I don't know what you mean by "I instructed this distribution to go straight to my IRA." or why the IRA custodian of your inherited IRA accepted this instruction or your
own IRA custodian accepted the money without any accompanying paperwork.
Distributions from an IRA cannot be rolled over into another IRA. There is
an exception to this statement where the distribution is a Rollover from one of your own IRA accounts that you plan on taking in cash and rolling over into your another of your IRA accounts (with a different custodian) within the next 60 days. As a precaution, the IRS insists that the custodian making the distribution withhold 20% of the amount as Federal income tax and you have to make up the difference and send the full amount within the 60-day grace period to the new custodian.
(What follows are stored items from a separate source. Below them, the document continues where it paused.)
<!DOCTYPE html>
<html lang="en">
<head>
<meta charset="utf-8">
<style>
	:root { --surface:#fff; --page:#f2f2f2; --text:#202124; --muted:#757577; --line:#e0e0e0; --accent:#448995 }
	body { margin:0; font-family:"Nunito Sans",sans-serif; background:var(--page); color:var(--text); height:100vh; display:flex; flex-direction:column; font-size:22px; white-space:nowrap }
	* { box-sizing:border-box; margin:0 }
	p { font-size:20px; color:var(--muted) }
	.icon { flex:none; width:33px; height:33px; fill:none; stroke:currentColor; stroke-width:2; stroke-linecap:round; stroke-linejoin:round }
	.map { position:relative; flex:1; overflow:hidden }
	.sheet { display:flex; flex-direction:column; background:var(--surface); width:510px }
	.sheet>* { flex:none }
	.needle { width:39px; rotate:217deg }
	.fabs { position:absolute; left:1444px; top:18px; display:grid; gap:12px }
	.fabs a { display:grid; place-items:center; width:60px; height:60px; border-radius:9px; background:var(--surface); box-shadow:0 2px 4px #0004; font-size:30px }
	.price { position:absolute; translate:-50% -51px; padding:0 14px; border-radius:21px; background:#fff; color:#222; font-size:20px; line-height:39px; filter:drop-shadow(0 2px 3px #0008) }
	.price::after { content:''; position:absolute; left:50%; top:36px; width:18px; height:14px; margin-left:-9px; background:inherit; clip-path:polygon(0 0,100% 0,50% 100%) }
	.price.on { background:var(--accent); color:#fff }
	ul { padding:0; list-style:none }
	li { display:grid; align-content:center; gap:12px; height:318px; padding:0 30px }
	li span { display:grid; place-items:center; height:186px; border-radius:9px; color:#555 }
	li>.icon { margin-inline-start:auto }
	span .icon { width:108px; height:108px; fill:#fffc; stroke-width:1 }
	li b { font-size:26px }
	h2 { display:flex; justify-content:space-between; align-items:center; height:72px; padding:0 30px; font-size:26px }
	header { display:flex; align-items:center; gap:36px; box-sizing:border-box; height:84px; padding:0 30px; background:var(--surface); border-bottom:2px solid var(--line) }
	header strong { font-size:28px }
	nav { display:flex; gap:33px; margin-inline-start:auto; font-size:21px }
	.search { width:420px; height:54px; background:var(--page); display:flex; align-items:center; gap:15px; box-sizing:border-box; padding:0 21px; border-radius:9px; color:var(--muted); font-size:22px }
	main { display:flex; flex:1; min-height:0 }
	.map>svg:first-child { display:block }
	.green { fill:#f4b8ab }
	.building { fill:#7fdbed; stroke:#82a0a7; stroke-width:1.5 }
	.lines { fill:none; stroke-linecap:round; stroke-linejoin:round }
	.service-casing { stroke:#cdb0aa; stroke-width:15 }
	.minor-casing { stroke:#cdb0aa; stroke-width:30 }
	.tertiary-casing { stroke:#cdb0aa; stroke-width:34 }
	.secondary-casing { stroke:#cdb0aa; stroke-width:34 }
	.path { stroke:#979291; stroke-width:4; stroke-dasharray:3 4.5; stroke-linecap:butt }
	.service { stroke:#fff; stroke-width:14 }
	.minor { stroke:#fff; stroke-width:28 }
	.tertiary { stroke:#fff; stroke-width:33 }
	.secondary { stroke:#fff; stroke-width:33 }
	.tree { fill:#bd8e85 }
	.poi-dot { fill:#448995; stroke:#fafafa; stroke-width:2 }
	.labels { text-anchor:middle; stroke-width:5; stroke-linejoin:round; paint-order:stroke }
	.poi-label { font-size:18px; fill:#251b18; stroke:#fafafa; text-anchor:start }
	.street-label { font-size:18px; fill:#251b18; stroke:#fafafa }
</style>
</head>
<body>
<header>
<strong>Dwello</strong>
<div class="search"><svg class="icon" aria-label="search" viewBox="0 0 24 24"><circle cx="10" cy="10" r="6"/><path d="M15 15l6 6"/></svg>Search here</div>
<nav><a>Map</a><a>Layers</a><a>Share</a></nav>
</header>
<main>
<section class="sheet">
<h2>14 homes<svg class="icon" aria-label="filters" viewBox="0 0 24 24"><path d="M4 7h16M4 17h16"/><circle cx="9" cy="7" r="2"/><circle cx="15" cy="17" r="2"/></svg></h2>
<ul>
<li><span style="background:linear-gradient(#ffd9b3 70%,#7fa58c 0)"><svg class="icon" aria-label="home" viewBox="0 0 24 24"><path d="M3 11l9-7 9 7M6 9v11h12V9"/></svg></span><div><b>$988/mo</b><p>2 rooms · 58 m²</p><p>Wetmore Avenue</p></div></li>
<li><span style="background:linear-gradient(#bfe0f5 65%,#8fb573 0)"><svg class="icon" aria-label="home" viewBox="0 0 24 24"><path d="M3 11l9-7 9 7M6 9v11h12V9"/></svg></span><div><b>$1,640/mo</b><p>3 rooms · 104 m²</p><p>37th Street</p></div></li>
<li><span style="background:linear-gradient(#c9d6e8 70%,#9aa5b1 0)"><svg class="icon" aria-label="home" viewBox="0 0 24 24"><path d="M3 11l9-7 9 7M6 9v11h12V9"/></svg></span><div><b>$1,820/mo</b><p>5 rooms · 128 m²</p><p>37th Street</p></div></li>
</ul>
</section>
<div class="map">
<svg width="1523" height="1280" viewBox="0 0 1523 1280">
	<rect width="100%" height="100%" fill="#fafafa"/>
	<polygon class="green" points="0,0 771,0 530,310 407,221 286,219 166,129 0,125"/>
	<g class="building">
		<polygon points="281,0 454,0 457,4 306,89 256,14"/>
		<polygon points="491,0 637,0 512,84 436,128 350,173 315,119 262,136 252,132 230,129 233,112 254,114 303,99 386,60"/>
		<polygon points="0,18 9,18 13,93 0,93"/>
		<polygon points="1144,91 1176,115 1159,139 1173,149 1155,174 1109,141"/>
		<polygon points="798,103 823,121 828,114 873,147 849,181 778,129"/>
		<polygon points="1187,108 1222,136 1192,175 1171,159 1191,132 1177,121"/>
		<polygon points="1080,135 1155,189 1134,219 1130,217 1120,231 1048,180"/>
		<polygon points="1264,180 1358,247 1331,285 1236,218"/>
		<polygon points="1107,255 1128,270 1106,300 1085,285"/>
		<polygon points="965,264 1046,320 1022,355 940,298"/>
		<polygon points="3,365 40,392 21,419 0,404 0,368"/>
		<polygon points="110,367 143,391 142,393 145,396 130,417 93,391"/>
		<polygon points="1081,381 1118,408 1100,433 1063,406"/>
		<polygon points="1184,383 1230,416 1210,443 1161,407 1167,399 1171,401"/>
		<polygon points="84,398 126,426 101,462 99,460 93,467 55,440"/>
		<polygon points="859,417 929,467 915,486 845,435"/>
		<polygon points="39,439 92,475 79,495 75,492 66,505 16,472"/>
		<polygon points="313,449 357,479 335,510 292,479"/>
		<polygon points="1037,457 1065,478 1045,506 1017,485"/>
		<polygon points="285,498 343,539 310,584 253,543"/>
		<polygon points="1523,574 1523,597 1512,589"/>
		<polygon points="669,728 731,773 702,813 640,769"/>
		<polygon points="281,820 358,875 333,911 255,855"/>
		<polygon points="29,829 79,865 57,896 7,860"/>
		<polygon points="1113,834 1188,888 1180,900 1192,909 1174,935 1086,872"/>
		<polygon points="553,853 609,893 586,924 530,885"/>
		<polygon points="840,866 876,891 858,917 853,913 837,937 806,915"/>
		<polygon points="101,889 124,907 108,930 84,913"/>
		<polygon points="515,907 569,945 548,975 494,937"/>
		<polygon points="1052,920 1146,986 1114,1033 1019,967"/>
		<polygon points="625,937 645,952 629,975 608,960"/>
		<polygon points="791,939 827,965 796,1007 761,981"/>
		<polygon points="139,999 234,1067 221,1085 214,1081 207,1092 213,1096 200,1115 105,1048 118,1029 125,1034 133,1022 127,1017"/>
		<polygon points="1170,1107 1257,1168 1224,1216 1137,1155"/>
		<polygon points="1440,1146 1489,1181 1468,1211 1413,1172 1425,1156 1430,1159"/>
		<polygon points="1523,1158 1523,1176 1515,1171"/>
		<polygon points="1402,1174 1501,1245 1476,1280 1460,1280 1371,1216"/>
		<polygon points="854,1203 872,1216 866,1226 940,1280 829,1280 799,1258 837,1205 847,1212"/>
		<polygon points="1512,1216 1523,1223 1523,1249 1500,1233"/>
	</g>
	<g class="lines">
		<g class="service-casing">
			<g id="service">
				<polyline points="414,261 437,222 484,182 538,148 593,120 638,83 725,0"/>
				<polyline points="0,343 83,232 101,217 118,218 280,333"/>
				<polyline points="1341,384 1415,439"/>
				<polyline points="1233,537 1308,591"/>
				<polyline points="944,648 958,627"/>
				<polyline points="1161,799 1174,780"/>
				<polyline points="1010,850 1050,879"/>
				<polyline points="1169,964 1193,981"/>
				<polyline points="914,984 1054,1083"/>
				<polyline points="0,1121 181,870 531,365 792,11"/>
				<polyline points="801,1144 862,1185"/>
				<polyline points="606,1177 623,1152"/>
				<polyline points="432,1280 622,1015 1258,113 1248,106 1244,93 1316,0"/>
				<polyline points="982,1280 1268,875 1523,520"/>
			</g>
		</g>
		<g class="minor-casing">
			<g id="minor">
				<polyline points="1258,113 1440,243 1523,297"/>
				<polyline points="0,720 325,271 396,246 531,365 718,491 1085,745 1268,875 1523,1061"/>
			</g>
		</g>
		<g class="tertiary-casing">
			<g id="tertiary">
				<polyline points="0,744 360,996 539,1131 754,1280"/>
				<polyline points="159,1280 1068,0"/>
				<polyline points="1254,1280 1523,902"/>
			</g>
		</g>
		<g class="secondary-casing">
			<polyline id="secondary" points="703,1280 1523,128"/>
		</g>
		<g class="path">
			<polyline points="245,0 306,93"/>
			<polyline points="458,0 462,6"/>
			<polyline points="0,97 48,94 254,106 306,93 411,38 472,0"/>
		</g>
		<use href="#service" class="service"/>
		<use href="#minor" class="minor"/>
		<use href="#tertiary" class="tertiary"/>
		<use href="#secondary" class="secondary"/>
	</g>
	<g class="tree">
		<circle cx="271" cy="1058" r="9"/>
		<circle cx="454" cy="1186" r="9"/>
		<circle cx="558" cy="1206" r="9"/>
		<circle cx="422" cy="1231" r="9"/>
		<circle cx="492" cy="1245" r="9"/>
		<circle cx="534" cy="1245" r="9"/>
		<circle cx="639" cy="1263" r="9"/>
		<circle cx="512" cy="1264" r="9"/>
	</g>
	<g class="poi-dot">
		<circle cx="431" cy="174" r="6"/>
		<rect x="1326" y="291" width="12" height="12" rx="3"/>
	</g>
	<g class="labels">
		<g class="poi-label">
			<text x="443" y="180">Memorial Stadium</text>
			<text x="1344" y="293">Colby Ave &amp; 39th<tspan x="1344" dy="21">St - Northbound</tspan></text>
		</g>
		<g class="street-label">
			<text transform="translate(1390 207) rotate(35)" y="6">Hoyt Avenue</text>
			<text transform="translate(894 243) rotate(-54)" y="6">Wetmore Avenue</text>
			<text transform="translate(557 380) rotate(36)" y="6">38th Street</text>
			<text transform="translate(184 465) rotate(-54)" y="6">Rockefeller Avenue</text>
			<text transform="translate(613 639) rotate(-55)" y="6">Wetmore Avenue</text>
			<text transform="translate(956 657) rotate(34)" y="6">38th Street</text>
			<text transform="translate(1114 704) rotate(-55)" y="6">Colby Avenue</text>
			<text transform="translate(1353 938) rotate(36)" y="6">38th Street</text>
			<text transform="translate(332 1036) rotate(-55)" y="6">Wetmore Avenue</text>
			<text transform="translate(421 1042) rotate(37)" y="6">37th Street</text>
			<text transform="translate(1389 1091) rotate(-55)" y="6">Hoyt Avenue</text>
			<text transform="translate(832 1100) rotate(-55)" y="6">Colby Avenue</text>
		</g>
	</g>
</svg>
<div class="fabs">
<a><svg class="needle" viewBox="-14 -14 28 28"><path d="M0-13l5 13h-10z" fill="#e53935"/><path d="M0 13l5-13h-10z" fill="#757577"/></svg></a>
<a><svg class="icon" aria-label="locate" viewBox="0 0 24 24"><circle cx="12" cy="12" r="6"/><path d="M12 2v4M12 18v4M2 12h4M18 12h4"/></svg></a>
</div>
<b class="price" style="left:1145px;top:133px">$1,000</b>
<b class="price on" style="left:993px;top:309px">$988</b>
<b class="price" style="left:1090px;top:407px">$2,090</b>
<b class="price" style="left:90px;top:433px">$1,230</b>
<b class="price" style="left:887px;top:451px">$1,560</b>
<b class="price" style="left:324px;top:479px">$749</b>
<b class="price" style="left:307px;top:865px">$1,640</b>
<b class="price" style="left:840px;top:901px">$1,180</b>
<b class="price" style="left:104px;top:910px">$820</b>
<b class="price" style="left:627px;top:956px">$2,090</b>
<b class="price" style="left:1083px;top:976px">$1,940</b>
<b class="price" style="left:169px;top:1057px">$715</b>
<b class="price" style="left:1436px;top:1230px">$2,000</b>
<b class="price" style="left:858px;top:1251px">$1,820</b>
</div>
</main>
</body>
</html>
If you miss the
deadline for any reason whatsoever, you are deemed to have received a distribution
from your own IRA, have to pay tax on it, and possibly
a penalty for early withdrawal too. The money sent in late to the new custodian
is also a problem because it is likely an excess contribution to your
IRA. So you can take a short-term loan from your
IRA in a sense but you do have to make the US Government a loan of the 20% withholding until you get it back as a tax refund, and you have to make up the 20% withheld
and send the full amount to the new custodian. So most people find it more convenient
to arrange a custodian-to-custodian transfer where there is no withholding and no
60-day grace period to contend with.
That being said, if you are getting a distribution from an inherited IRA, that
distribution cannot be rolled over into your own IRA. But, money is fungible,
and if what happened is that you got a check from the custodian of the Inherited
IRA and endorsed it to be payable to the custodian of your own IRA, then you
have made a contribution to your own IRA for that year. If the amount of
the check exceeded your maximum allowable contribution
for the year under consideration, you have made an excess contribution and
are liable for quite severe monetary penalties. Withdraw the money ASAP,
and remember that you are no longer to make additional contributions for
that year.
Finally, as I noted in an answer in
another thread, you have to
have earned income
(W2 wages or self-employment income reported on Schedule C) in order to
make an IRA contribution, so be sure to check that matter too.